WHAT YOU NEED TO DO
The full set of entries below, restated word for word and stripped of images, is the expected result.

○ ○ ○ ○

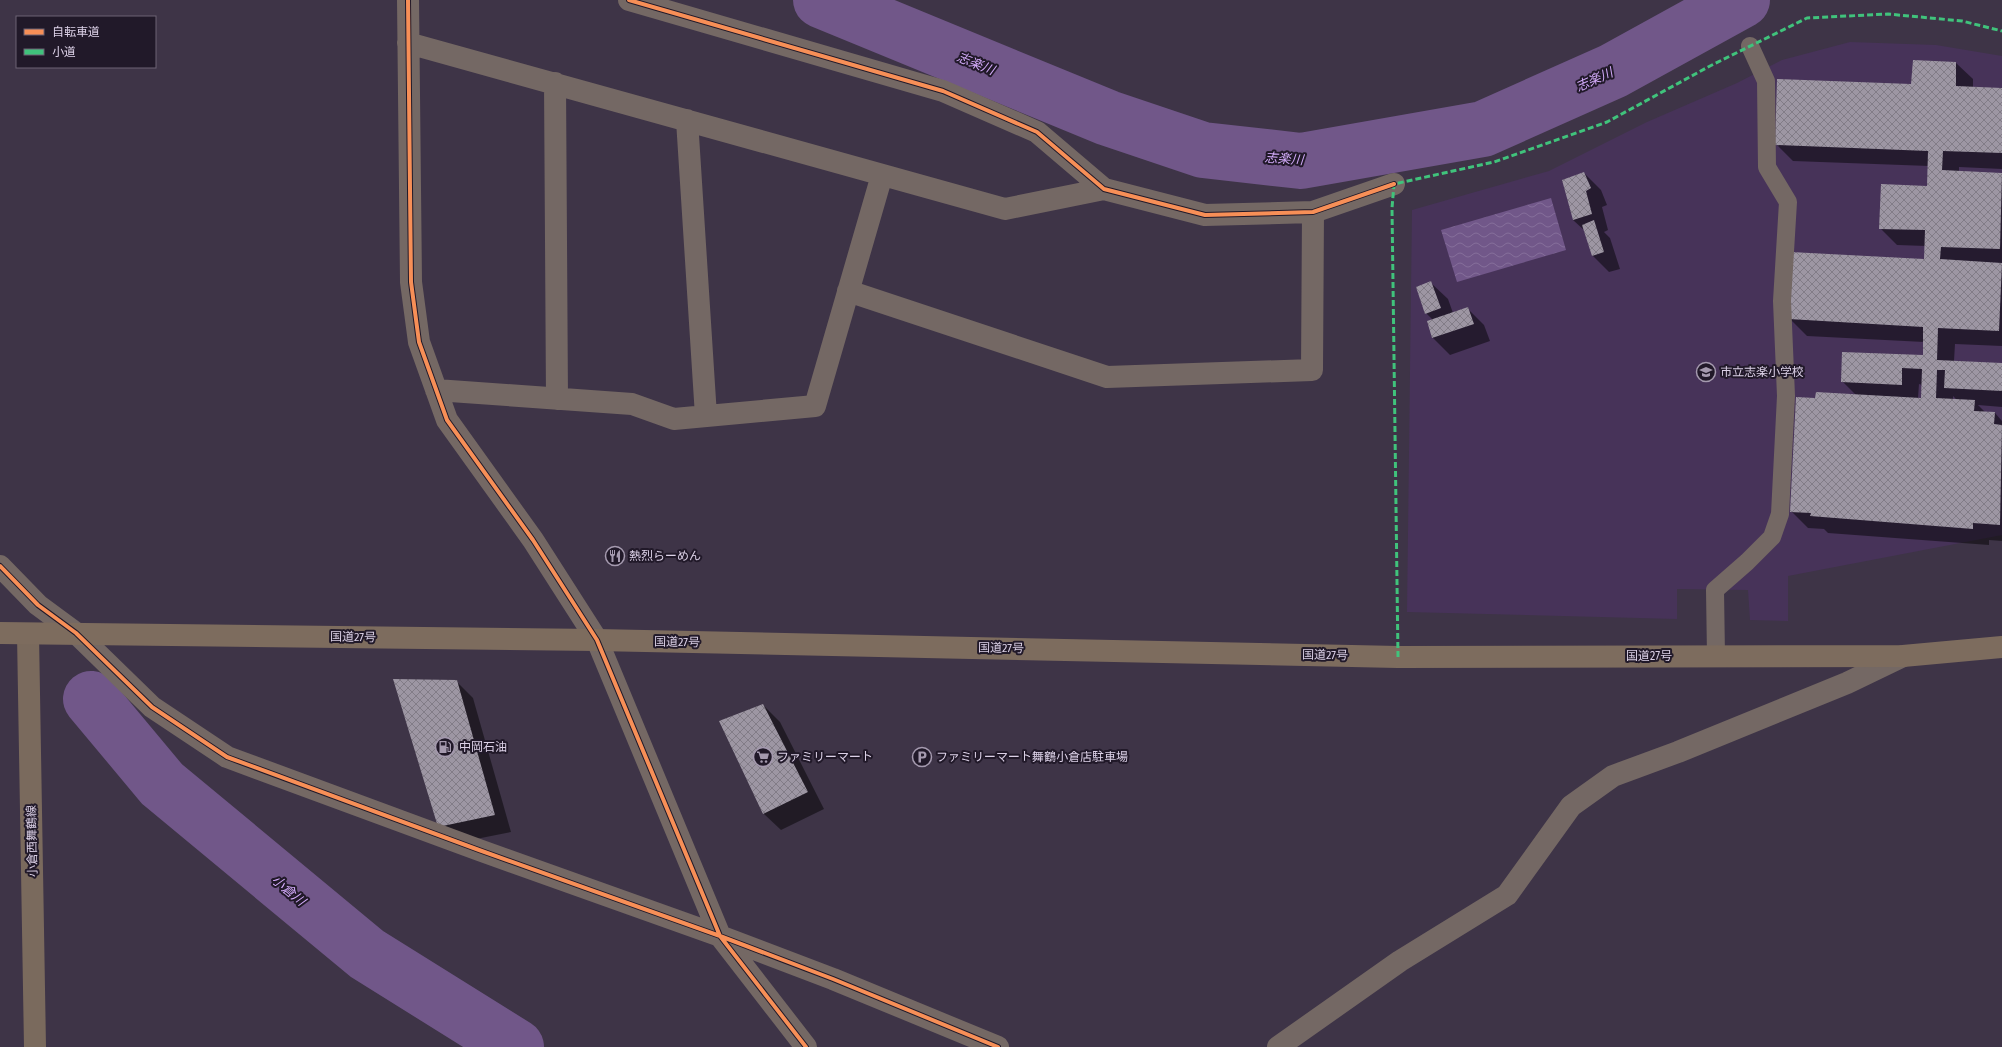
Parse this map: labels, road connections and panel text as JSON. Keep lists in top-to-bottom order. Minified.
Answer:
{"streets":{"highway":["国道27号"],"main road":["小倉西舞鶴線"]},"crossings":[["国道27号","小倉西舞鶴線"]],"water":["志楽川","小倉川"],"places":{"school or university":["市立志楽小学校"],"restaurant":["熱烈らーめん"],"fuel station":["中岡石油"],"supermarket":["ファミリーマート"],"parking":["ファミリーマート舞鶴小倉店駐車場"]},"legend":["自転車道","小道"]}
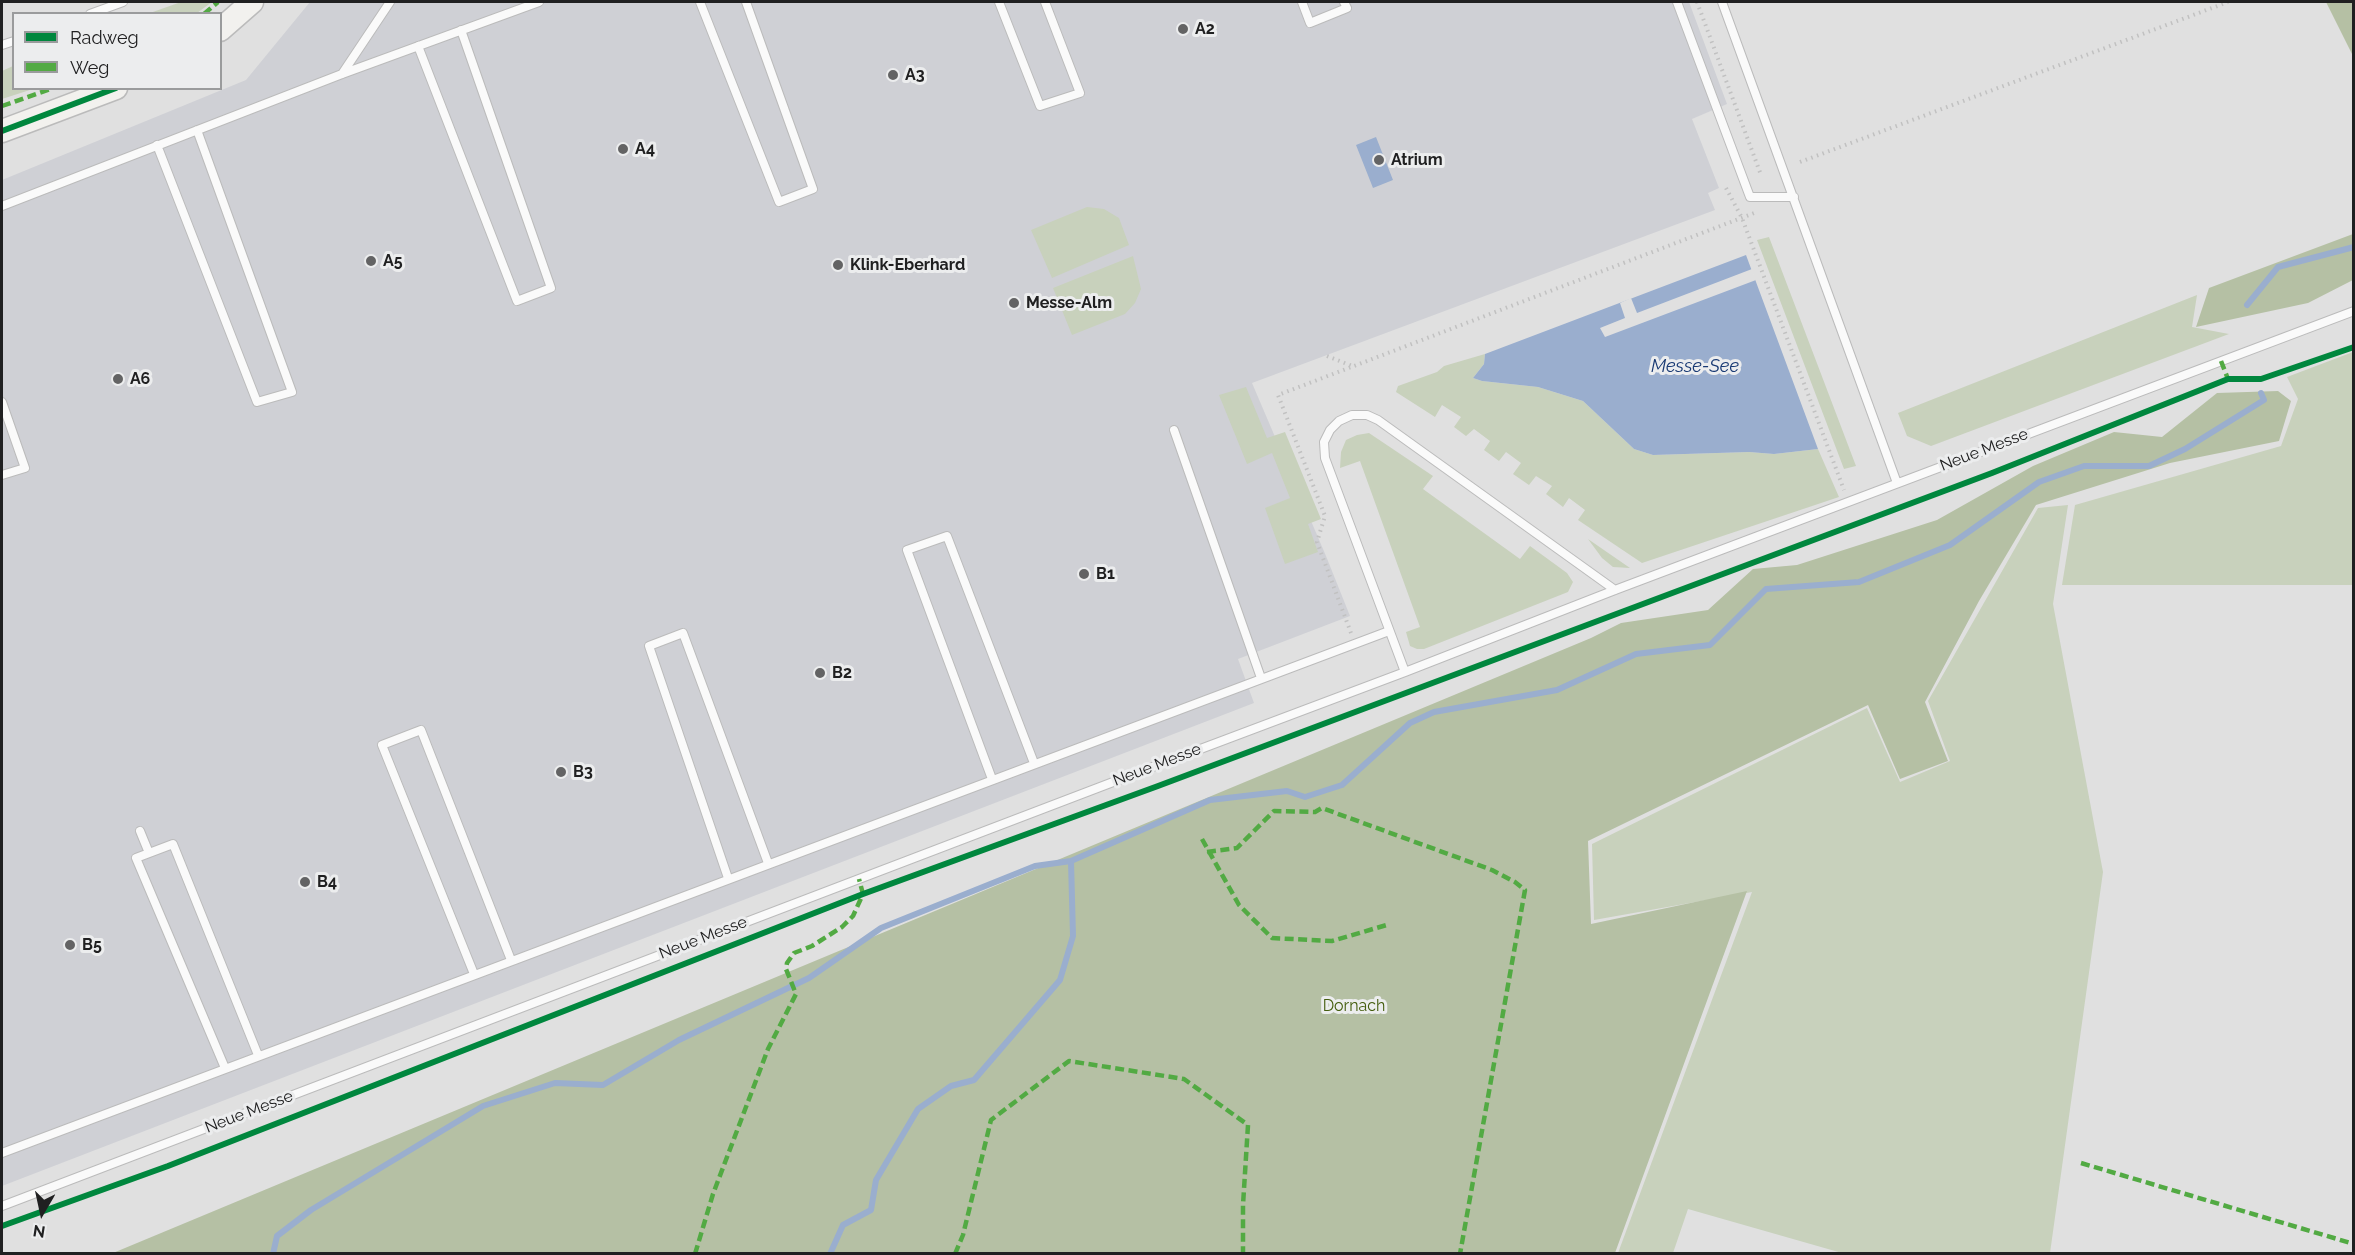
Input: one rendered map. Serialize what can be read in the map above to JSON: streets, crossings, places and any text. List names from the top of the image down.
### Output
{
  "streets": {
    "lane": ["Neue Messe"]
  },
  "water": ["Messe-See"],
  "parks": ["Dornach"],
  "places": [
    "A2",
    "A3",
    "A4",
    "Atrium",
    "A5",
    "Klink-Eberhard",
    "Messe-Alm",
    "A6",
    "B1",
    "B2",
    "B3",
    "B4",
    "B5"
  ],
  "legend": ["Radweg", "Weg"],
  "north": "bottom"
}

○ ○ ○ ○

TASK OUTPUT
Parse this map: labels, road connections and panel text as JSON. Keep lists in top-to-bottom order. Minified.
Answer:
{"streets":{"highway":["国道27号"],"main road":["小倉西舞鶴線"]},"crossings":[["国道27号","小倉西舞鶴線"]],"water":["志楽川","小倉川"],"places":{"school or university":["市立志楽小学校"],"restaurant":["熱烈らーめん"],"fuel station":["中岡石油"],"supermarket":["ファミリーマート"],"parking":["ファミリーマート舞鶴小倉店駐車場"]},"legend":["自転車道","小道"]}
Input: one rendered map. Serialize what can be read in the map above to JSON: streets, crossings, places and any text. List names from the top of the image down.
### Output
{
  "streets": {
    "lane": ["Neue Messe"]
  },
  "water": ["Messe-See"],
  "parks": ["Dornach"],
  "places": [
    "A2",
    "A3",
    "A4",
    "Atrium",
    "A5",
    "Klink-Eberhard",
    "Messe-Alm",
    "A6",
    "B1",
    "B2",
    "B3",
    "B4",
    "B5"
  ],
  "legend": ["Radweg", "Weg"],
  "north": "bottom"
}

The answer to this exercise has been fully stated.